A situação do último sábado, no aeroporto de Lisboa, foi caótica com a greve dos trabalhadores da Prosegur e da Securitas, e foram centenas os passageiros que avançaram pelos torniquetes de acesso sem mostrar qualquer cartão de embarque. Mesmo assim, a ANA - Aeroportos de Portugal garante que as medidas tomadas para responder paralisação não puseram em causa do controlo de segurança.

Nenhuma das medidas adotadas pôs em causa o controlo de segurança. [O controlo prévio dos passageiros que entram na área de controlo de segurança pretende] medir a qualidade de serviço e restringir o acesso à área de rastreio de pessoas não portadoras de cartão de embarque".

Além disso, a ANA indica que estiveram presentes no Aeroporto de Lisboa inspetores da Autoridade Nacional de Aviação Civil (ANAC), "que garantiram que em momento algum fossem postos em causa as regras e procedimentos de segurança".
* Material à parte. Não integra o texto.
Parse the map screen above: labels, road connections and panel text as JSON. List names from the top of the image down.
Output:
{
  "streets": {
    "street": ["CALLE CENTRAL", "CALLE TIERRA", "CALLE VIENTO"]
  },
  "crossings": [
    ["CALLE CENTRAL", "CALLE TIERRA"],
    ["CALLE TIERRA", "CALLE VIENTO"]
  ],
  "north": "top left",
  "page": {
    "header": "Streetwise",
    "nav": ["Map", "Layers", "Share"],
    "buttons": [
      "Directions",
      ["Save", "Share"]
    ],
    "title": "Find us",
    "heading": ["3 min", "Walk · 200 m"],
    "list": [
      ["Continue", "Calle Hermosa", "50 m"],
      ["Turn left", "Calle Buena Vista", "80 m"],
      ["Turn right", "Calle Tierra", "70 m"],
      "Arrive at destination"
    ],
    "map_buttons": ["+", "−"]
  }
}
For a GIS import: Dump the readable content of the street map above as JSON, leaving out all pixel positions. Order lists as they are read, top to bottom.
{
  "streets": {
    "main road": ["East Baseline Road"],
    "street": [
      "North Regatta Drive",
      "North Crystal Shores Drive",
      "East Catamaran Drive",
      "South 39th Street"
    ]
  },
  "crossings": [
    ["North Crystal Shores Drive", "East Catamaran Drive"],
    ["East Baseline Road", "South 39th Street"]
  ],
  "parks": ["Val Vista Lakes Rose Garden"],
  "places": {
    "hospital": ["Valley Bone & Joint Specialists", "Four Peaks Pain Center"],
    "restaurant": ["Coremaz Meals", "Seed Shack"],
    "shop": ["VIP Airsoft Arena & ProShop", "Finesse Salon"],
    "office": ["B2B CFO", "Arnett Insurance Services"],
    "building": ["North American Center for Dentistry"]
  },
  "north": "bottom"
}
Os sindicatos do setor - o Sindicato dos Trabalhadores da Aviação e Aeroportos (SITAVA) e o Sindicato dos Trabalhadores de Serviços de Portaria, Vigilância, Limpezas Domésticas e Atividades Diversas (STAD) - disseram que houve várias falhas de segurança no dia da greve e falaram de níveis de adesão de 80% no aeroporto de Lisboa e superiores a 50% nos restantes aeroportos do país.

Três dias depois, esta terça-feira, a ANA reitera que a paralisação "não teve praticamente impacto nos aeroportos do Porto, Faro, Funchal, Porto Santo, Ponta Delgada, Horta, Santa Maria e Flores" e que "atingiu a maior expressão no aeroporto de Lisboa".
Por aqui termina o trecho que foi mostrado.